SANTA ANA, Calif.

An Orange County Superior Court judge has agreed to plead guilty to federal mail fraud charges for knowingly paying a suspended and previously convicted doctor to perform work on California workers’ compensation cases, prosecutors said.
Israel Claustro, 50, was charged by information with one count of mail fraud, which carries a maximum sentence of 20 years in federal prison. Court records show Claustro signed a plea agreement filed Tuesday and is expected to make his initial appearance Jan. 12 in U.S. District Court in Santa Ana.
As part of the agreement, Claustro has agreed to resign from the bench.
“Judge Claustro violated the law for his personal financial benefit,” First Assistant U.S. Attorney Bill Essayli said in a statement. “We will not hesitate to prosecute anyone — judges included — who defraud public benefits intended to help those in need.”
According to the plea agreement, Claustro committed the fraud while he was an Orange County prosecutor.
Prosecutors said he operated Liberty Medical Group Inc., a Rancho Cucamonga-based medical corporation, even though he was not a physician or other licensed medical professional, as required under California law.
One of Liberty’s employees was Dr. Kevin Tien Do, 60, of Pasadena, who previously served a one-year federal prison sentence after being convicted in 2003 of felony health care fraud. Because of that conviction, Do was suspended in October 2018 from participating in California’s workers’ compensation program.

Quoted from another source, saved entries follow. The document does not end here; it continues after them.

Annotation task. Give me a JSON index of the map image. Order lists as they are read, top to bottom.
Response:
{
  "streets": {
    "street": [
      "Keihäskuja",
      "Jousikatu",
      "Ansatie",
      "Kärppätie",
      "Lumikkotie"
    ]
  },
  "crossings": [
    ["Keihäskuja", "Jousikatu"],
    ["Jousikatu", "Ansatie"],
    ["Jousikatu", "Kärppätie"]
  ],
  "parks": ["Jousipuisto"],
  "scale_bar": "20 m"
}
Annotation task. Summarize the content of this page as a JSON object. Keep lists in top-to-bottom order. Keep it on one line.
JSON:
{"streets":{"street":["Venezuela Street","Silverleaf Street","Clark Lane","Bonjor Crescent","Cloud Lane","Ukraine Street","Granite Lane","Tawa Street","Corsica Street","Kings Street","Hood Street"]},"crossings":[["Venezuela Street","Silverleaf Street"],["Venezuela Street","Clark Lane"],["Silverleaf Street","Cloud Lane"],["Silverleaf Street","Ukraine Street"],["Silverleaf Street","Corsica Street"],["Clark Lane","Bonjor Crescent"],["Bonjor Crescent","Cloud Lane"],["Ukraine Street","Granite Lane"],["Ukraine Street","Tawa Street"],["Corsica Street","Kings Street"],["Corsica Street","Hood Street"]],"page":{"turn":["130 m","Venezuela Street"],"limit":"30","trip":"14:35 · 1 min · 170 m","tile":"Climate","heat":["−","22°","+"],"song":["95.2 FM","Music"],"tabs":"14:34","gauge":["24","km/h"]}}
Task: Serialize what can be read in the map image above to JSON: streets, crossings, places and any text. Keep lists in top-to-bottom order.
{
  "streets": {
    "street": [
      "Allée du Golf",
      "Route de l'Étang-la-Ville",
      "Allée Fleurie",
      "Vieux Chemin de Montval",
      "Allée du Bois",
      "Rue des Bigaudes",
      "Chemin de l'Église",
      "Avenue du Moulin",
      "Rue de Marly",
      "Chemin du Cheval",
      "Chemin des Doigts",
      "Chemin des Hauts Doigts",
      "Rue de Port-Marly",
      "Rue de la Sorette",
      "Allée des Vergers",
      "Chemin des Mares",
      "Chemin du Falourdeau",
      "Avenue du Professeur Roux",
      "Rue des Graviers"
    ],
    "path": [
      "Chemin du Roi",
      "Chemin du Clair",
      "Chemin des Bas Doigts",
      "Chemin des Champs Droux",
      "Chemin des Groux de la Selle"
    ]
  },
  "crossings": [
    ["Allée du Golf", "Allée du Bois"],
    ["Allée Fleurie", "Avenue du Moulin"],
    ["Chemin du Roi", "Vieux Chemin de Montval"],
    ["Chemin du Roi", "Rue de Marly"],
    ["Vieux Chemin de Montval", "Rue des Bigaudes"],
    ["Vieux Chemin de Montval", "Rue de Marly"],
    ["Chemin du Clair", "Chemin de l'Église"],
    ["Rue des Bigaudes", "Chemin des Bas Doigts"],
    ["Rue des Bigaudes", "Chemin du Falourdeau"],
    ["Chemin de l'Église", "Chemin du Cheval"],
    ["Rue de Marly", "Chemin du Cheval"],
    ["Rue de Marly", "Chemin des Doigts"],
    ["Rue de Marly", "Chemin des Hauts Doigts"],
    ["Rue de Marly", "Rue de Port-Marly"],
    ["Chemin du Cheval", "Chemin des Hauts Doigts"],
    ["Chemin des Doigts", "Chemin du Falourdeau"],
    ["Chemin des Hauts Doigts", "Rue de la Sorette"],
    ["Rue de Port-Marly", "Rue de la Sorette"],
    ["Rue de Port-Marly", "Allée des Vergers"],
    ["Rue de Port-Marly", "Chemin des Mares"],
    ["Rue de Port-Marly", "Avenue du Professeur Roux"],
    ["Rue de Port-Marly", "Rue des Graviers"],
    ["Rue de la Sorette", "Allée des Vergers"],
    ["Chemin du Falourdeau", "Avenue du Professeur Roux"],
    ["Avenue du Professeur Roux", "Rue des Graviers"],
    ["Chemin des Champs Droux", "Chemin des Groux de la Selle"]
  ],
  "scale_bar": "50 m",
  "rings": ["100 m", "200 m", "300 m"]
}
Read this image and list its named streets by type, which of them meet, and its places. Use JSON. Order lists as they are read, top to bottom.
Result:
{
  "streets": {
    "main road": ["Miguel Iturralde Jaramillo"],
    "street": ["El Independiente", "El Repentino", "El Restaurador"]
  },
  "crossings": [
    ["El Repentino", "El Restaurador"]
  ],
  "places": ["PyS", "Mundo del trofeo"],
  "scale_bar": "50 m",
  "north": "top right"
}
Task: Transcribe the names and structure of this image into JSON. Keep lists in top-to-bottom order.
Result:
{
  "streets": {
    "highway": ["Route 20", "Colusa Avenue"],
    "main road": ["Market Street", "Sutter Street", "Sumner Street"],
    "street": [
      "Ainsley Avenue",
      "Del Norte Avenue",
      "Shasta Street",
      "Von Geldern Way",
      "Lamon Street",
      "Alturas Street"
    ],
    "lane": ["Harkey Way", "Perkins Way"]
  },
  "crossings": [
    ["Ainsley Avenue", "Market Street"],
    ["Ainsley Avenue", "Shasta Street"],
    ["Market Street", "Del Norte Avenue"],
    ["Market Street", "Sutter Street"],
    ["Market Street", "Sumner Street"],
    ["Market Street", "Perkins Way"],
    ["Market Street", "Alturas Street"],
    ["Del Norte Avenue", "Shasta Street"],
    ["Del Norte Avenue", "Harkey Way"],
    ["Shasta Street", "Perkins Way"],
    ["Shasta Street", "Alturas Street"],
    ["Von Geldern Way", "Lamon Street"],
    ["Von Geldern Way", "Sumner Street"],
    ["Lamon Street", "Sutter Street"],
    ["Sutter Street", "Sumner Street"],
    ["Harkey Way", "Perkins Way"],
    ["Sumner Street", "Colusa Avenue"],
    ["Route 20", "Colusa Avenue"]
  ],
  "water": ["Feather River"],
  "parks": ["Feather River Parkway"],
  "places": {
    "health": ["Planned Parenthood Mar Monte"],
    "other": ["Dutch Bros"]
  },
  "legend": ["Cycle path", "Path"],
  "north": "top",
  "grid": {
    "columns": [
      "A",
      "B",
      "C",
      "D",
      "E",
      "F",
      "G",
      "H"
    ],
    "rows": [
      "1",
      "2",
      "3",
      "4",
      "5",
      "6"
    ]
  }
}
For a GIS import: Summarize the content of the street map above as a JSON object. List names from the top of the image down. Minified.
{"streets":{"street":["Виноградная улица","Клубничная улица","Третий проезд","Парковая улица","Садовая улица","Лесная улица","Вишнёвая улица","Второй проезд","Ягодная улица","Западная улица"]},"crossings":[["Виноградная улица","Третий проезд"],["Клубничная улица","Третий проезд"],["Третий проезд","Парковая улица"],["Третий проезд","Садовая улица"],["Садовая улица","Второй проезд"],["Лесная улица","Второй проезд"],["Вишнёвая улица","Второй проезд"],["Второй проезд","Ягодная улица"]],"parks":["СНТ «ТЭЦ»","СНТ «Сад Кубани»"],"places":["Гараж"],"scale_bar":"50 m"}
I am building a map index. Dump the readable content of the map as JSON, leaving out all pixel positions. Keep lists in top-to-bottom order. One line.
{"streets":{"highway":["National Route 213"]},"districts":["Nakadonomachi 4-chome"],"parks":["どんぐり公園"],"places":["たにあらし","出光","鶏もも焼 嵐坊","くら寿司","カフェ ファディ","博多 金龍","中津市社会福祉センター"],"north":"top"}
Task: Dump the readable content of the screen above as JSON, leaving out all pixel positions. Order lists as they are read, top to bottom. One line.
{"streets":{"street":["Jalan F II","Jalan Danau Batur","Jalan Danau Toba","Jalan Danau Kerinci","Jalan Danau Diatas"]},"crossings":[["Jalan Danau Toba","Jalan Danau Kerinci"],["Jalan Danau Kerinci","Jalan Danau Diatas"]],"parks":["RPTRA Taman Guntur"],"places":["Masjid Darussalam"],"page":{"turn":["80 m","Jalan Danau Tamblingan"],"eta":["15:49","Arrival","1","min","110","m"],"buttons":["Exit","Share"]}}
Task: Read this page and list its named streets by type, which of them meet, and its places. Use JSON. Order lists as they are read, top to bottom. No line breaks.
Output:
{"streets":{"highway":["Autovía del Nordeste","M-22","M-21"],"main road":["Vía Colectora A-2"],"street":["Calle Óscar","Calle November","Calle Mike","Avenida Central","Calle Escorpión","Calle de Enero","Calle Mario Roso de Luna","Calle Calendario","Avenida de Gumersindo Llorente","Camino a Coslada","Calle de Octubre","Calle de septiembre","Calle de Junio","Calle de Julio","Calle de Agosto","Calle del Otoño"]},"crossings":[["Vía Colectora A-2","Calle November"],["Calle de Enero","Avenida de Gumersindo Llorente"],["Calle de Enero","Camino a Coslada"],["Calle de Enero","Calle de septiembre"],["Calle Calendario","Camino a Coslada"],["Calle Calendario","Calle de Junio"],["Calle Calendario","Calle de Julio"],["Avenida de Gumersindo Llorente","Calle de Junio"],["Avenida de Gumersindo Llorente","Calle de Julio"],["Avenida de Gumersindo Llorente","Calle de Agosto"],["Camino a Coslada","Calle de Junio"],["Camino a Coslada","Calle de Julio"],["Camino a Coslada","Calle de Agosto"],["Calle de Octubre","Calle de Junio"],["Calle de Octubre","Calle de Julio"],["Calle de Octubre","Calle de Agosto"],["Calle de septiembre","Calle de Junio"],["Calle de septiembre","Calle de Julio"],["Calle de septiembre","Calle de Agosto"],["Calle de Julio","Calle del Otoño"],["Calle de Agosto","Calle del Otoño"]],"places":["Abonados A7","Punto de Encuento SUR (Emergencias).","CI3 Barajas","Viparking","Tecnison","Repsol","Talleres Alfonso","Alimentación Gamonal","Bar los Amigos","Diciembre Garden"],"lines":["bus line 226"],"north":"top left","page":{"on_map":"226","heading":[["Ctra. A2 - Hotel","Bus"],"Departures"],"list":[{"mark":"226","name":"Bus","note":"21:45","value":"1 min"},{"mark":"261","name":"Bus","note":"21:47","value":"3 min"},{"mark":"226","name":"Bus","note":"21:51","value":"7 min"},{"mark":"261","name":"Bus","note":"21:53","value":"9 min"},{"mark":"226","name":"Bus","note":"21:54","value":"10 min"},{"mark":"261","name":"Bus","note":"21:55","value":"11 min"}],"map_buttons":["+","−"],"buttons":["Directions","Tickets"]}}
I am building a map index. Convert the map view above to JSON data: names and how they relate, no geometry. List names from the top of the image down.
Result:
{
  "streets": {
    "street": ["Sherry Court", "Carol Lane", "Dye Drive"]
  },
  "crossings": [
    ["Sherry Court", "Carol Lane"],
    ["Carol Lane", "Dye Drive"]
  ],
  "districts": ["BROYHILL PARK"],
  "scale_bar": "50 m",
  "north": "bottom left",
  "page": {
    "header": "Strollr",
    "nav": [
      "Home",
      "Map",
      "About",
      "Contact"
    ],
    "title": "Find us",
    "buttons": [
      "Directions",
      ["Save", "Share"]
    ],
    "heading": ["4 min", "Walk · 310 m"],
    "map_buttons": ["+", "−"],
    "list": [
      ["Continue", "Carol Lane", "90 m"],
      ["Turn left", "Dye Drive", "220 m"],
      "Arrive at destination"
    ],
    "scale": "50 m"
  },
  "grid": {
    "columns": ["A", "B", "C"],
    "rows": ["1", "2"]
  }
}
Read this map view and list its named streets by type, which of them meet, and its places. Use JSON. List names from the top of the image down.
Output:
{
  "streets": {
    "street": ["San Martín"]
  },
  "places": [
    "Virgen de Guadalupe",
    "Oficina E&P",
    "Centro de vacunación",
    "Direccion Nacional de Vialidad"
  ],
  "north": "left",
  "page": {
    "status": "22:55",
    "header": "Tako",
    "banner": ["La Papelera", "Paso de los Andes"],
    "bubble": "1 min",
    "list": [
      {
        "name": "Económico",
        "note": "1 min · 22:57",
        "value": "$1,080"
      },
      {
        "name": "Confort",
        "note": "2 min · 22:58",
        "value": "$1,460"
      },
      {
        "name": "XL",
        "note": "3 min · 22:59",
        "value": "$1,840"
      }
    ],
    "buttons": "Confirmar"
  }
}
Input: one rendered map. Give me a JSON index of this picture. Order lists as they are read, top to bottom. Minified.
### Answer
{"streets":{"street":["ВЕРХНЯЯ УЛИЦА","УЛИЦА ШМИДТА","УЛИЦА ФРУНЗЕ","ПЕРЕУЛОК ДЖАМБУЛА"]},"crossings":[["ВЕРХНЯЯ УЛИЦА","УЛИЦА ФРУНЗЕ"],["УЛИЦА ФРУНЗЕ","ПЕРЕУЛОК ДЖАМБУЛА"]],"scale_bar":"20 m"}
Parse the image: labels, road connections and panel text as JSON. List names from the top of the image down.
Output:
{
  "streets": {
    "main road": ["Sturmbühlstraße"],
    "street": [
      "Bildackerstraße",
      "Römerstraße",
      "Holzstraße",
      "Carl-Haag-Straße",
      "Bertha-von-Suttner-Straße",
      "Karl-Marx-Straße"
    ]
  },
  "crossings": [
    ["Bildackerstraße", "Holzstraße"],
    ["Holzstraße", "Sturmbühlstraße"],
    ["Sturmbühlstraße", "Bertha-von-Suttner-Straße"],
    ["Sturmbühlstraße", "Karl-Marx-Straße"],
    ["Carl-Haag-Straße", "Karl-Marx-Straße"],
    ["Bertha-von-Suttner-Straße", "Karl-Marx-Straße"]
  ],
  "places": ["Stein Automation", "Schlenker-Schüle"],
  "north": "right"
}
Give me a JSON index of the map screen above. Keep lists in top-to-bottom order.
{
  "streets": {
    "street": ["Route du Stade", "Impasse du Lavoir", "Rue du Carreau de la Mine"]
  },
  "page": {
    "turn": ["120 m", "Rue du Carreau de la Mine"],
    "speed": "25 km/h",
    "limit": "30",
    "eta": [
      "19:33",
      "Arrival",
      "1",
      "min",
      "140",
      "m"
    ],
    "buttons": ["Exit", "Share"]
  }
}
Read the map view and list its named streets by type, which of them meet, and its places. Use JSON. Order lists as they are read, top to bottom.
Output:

Prosecutors said Claustro knew of Do’s criminal history and suspension.
Despite the suspension, Claustro paid Do more than $300,000 to prepare medical evaluations, record reviews and medical-legal reports, according to court documents.
Claustro then caused Liberty to mail those reports to California’s Subsequent Injuries Benefits Trust Fund, a workers’ compensation fund that provides additional benefits to injured workers with preexisting disabilities.
Prosecutors said Claustro concealed Do’s involvement by listing other doctors’ names on reports and billing forms.
As a result of the fraudulent submissions, Liberty received hundreds of thousands of dollars from the fund.
The loss attributable to Claustro’s conduct is approximately $38,670, representing payments the trust fund made based on reports Claustro knew had been prepared by Do after his suspension, authorities said.
Do pleaded guilty in November 2024 to one count of conspiracy to commit mail fraud and one count of subscribing to a false tax return.
His sentencing is pending.
The investigation is being conducted by the FBI, IRS Criminal Investigation, and the California Department of Insurance.